We identified associations between functional trait diversity and composition of Afroalpine vegetation communities and disturbances by giant root-rats and humans. While we did not find an overall signal of functional dispersion within our community, we found an increase in plant functional trait diversity with increasing root-rat (fresh burrows) engineering and increasing human activities. However, the diversity was lower at sites with root-rat mima mounds compared with sites where mima mounds were absent. Yet, each disturbance had specific associations with traits.

In line with our first prediction, both root-rat fresh burrows engineering disturbances and human activities (livestock grazing and settlement) appeared to enhance FDis, suggesting that these disturbances lead to increased habitat heterogeneity that, in turn, results in a functional trait divergence. These disturbances are known to cause increased soil nutrient, create open spaces and reduce of abundances of dominant species, which facilitate colonization and establishment of species with diverse traits (Choler 2005; Haussmann 2017). In our study area, Šklíba et al. (2017) have reported that soils of giant root-rat mounds contain higher nitrogen and other nutrients, which could enhance coexistence of species with different trait values. This enhanced resource availability explains our finding of a significantly increased SES_FDis with increasing root-rat fresh burrow density (see Choler 2005; Escobedo et al. 2017; Boet et al. 2020). Similar studies (e.g. Chambers et al. 1990; Choler 2005) have also reported the importance of disturbances from rodent engineering activities in maintaining or enhancing the structural and functional diversities of Arctic and Alpine meadow vegetation communities. Moderate level of disturbances [sensu Connel’s (1978) ‘Intermediate Disturbance Hypothesis’] caused by human activities, such as livestock grazing, often cause habitat heterogeneity and plant functional diversity, and thus have been used as management tool to improve rangeland conditions (Bokdam 2001; Eldridge et al. 2016; Pavlů et al. 2019).

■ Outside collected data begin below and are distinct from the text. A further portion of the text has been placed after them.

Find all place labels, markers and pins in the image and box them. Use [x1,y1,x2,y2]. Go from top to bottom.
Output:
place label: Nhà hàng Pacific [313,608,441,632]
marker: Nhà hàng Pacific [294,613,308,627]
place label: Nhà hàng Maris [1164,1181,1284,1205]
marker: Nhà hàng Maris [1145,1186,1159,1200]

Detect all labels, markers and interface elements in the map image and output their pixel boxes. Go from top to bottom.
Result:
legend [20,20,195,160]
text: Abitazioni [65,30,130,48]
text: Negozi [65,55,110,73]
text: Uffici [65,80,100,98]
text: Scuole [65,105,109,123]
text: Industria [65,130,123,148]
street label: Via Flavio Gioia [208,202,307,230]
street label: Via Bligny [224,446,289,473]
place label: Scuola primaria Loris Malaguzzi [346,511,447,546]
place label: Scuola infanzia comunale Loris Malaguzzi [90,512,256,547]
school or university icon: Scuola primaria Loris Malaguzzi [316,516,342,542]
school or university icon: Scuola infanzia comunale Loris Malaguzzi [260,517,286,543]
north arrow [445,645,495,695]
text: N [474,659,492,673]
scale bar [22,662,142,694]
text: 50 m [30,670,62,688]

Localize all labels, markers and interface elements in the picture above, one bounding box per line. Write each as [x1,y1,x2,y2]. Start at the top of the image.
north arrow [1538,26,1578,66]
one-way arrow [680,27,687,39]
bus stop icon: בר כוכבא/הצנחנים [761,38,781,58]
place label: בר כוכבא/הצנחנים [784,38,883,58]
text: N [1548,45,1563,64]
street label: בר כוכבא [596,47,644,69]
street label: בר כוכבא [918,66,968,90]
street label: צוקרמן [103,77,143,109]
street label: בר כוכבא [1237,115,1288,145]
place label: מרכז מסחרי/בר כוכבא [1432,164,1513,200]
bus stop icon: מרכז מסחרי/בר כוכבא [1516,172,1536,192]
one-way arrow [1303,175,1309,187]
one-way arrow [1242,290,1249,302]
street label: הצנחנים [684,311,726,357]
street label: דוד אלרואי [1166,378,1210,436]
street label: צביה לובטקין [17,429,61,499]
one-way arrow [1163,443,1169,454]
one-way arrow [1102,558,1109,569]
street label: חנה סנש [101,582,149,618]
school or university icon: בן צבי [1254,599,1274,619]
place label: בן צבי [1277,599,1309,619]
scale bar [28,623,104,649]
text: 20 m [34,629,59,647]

In the contrary to the above habitat heterogeneity process, our results showed three evidences that these disturbances also act as habitat filters. Firstly, despite the positive relationship found between root-rat fresh burrow and human activities, the overall SES_FDis value was similar to that obtained from null model. Secondly, mean SES_FDis was lower at root-rat mima mounds, compared with at sites where mima mounds were absent. Finally, as predicted, we found disturbance specific associations with traits (see below). In the first case, such mean value of SES_FDis near zero can be the outcome of two assembly processes, which may off-set each other’s effects: random species distribution (no effect of disturbances) vs. concurrent occurrence of competition, or habitat heterogeneity, and habitat filtering processes (Edwards et al. 2021; de Bello et al. 2021). Different disturbance types influence specific assembly process and/or trait differentially (Choler 2005; Wang et al. 2020; Smith et al. 2022); for example, giant root-rat fresh burrow cause habitat heterogeneity while its mima mound acts as habitat filter. Thus, the lack of significant departure of mean SES_FDis from zero in our community can likely be attributed to the simultaneous operation of habitat heterogeneity and habitat filtering assembly processes, which leads their resultant effect at plot level to be stable functional trait diversity or mean SES_FDis value approaching zero (de Bello et al. 2021; Smith et al. 2022).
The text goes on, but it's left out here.